### [The records]
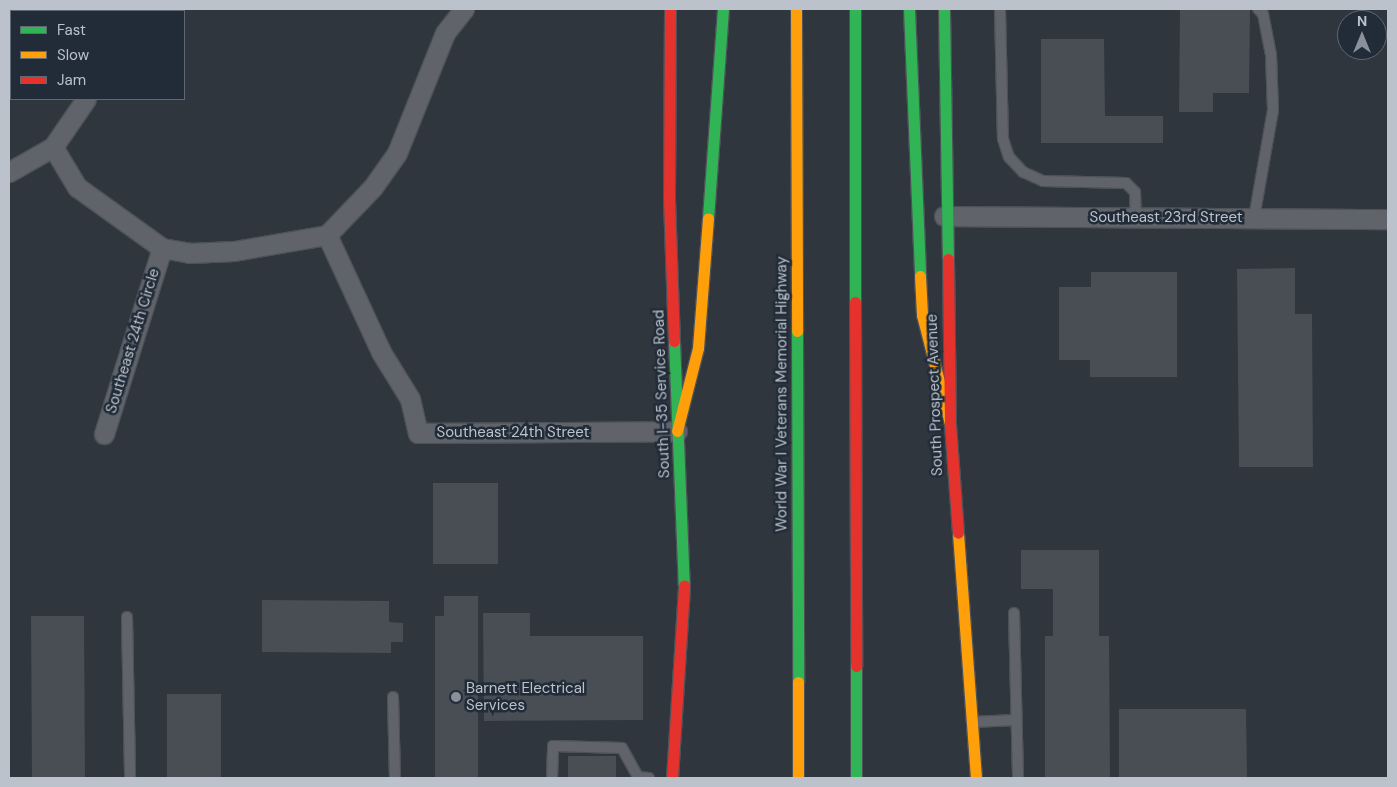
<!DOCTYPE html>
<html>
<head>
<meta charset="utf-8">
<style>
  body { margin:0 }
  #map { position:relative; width:1397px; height:787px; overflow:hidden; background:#2f363d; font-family:"DM Sans",sans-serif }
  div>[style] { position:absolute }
  .building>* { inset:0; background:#484e54 }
  .roads { filter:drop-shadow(1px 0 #4d5258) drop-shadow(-1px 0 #4d5258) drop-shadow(0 1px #4d5258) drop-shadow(0 -1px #4d5258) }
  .lane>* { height:10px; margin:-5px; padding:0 5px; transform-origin:5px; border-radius:5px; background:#60646a }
  .street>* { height:19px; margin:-9.5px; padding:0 9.5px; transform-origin:9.5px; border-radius:9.5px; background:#60646a }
  .fast>* { height:11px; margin:-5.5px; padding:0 5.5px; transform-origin:5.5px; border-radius:5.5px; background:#30b455 }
  .slow>* { height:11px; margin:-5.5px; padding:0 5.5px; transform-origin:5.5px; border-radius:5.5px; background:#ff9f0a }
  .jam>* { height:11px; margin:-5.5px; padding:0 5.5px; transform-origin:5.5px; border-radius:5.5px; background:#e5322d }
  .dots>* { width:14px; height:14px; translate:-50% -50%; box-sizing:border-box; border:2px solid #222c38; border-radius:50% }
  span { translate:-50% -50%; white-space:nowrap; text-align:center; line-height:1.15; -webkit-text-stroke:5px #222c38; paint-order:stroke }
  .street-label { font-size:15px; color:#bbc2cc }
  .poi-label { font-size:15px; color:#bbc2cc }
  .left { translate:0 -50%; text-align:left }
  .frame { position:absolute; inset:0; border:10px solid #bbc2cc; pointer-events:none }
  .legend { position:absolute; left:10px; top:10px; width:175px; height:90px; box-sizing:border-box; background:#222c38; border:1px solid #5f6873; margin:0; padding:6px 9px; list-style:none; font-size:15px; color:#bbc2cc }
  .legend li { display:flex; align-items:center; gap:10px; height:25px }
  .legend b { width:25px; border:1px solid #5f6873 }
  .north { position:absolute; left:1337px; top:10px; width:50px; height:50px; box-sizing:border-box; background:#222c38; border:1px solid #5f6873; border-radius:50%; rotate:0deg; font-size:14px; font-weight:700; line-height:20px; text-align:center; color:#bbc2cc }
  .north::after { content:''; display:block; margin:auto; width:18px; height:22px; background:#8a919a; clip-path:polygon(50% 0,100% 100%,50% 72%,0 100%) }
</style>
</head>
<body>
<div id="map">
  <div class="building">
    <i style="clip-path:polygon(1180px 9px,1250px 10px,1249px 93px,1213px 93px,1213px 112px,1179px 112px)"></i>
    <i style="clip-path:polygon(1041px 39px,1104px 39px,1105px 116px,1163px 116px,1163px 143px,1041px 143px)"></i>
    <i style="clip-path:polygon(1295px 268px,1295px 314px,1312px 314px,1313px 467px,1239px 467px,1237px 269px)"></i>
    <i style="clip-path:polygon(1091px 272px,1177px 272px,1177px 377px,1090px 377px,1090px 360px,1059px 360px,1059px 287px,1091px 287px)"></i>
    <i style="clip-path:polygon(433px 483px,498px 483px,498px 564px,433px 564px)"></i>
    <i style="clip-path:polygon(1021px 550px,1099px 550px,1099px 636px,1109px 636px,1110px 778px,1045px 778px,1045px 636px,1053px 636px,1053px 589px,1021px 589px)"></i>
    <i style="clip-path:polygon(444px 596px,478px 596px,478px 778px,435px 778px,435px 616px,444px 616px)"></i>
    <i style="clip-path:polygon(262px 600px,389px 601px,389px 622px,403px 623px,403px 642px,391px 642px,391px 653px,262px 652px)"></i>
    <i style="clip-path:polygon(483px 613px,530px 613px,530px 636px,643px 636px,643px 720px,484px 721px)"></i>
    <i style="clip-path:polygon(31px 616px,84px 616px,85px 778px,32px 778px)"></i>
    <i style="clip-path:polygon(167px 694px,221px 694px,221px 778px,167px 778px)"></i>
    <i style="clip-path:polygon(1119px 709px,1246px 709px,1247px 778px,1119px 778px)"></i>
    <i style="clip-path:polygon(568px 756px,616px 756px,616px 778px,568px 778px)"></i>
  </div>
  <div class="roads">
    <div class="lane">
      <i style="left:1000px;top:9px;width:130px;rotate:88.7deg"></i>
      <i style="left:1003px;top:139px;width:19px;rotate:72deg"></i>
      <i style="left:1009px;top:157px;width:21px;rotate:47deg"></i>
      <i style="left:1023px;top:172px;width:22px;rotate:24deg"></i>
      <i style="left:1043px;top:181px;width:83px;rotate:1.4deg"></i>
      <i style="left:1126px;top:183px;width:13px;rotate:45deg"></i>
      <i style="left:1135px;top:192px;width:27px;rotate:88deg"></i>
      <i style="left:1254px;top:218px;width:110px;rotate:-80deg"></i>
      <i style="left:1273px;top:110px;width:55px;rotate:-92.1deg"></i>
      <i style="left:1271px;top:55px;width:42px;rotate:-101deg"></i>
      <i style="left:1263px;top:14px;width:7px;rotate:-135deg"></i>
      <i style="left:1014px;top:613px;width:165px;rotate:88.6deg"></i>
      <i style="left:127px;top:617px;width:161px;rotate:88.9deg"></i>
      <i style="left:393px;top:697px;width:81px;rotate:88.6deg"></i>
      <i style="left:972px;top:722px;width:44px;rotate:-2.6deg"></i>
      <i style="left:552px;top:778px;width:32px;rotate:-88deg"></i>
      <i style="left:553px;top:746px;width:69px;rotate:1.7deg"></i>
      <i style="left:622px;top:748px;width:33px;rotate:61deg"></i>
      <i style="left:638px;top:777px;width:11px;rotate:5deg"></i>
    </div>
    <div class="street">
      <i style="left:111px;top:9px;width:2px;rotate:90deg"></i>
      <i style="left:53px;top:147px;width:47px;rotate:59deg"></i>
      <i style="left:77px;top:187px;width:105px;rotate:35.7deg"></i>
      <i style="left:162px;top:248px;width:27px;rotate:10deg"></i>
      <i style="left:189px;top:253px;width:45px;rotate:-2.5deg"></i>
      <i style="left:234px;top:251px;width:94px;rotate:-9.8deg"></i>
      <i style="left:327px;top:235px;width:66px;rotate:-46.2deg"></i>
      <i style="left:373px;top:187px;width:42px;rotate:-54.8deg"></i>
      <i style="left:397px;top:153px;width:129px;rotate:-68.2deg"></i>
      <i style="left:445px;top:33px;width:31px;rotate:-52deg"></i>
      <i style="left:9px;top:172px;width:51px;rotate:-29.6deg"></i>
      <i style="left:53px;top:147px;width:58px;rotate:-55.5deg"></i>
      <i style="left:944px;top:216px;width:444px;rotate:0.4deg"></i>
      <i style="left:327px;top:235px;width:129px;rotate:65.2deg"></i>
      <i style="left:381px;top:352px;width:55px;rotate:58.3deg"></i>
      <i style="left:410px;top:399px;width:35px;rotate:77deg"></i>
      <i style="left:418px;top:433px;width:259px;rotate:-0.4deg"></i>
      <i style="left:104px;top:434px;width:195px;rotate:-72.7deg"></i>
    </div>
    <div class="fast">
      <i style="left:855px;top:9px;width:293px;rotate:90deg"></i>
      <i style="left:909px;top:9px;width:267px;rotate:87.6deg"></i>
      <i style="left:944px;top:9px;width:250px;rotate:89.1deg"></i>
      <i style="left:708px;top:218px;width:210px;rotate:-85.9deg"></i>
      <i style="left:797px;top:331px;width:351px;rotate:89.8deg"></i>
      <i style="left:674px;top:341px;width:244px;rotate:87.7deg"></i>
      <i style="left:856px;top:666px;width:112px;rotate:90deg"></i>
    </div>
    <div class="slow">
      <i style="left:796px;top:9px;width:322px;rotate:89.8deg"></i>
      <i style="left:920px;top:276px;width:39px;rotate:87deg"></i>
      <i style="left:922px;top:315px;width:113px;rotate:75.6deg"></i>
      <i style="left:677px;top:431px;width:86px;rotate:-75.8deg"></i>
      <i style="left:698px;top:348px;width:130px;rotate:-85.6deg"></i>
      <i style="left:958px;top:533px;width:246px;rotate:85.8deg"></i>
      <i style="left:798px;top:682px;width:96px;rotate:90deg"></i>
    </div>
    <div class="jam">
      <i style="left:670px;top:9px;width:190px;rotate:90.3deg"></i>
      <i style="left:669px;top:199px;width:142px;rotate:88deg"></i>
      <i style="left:948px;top:259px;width:165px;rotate:89.3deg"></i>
      <i style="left:950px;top:424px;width:109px;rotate:85.8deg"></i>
      <i style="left:855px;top:302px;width:364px;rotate:89.8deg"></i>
      <i style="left:672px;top:778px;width:193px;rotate:-86.4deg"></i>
    </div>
  </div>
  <div class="dots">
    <i style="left:456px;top:697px;background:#8a919a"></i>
  </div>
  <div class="street-label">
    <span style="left:1166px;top:218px">Southeast 23rd Street</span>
    <span style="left:133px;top:341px;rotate:-73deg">Southeast 24th Circle</span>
    <span style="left:662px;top:394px;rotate:-92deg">South I-35 Service Road</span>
    <span style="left:782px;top:394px;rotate:-90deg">World War I Veterans Memorial Highway</span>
    <span style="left:935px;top:395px;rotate:-92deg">South Prospect Avenue</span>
    <span style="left:513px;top:433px">Southeast 24th Street</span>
  </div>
  <div class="poi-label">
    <span class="left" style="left:466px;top:697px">Barnett Electrical<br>Services</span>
  </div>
  <div class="frame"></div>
  <ul class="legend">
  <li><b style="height:6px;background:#30b455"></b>Fast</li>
  <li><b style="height:6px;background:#ff9f0a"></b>Slow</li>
  <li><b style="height:6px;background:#e5322d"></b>Jam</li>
  </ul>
  <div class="north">N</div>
</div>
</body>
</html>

### [Problem statement]
Please copy the lines in the records above between the one holding "height:10px; margin:-5px; padding:0" and the one holding "display:flex; align-items:center; gap:10px;", inclusive, exactly and with no other line.

### [Worked solution]
  .lane>* { height:10px; margin:-5px; padding:0 5px; transform-origin:5px; border-radius:5px; background:#60646a }
  .street>* { height:19px; margin:-9.5px; padding:0 9.5px; transform-origin:9.5px; border-radius:9.5px; background:#60646a }
  .fast>* { height:11px; margin:-5.5px; padding:0 5.5px; transform-origin:5.5px; border-radius:5.5px; background:#30b455 }
  .slow>* { height:11px; margin:-5.5px; padding:0 5.5px; transform-origin:5.5px; border-radius:5.5px; background:#ff9f0a }
  .jam>* { height:11px; margin:-5.5px; padding:0 5.5px; transform-origin:5.5px; border-radius:5.5px; background:#e5322d }
  .dots>* { width:14px; height:14px; translate:-50% -50%; box-sizing:border-box; border:2px solid #222c38; border-radius:50% }
  span { translate:-50% -50%; white-space:nowrap; text-align:center; line-height:1.15; -webkit-text-stroke:5px #222c38; paint-order:stroke }
  .street-label { font-size:15px; color:#bbc2cc }
  .poi-label { font-size:15px; color:#bbc2cc }
  .left { translate:0 -50%; text-align:left }
  .frame { position:absolute; inset:0; border:10px solid #bbc2cc; pointer-events:none }
  .legend { position:absolute; left:10px; top:10px; width:175px; height:90px; box-sizing:border-box; background:#222c38; border:1px solid #5f6873; margin:0; padding:6px 9px; list-style:none; font-size:15px; color:#bbc2cc }
  .legend li { display:flex; align-items:center; gap:10px; height:25px }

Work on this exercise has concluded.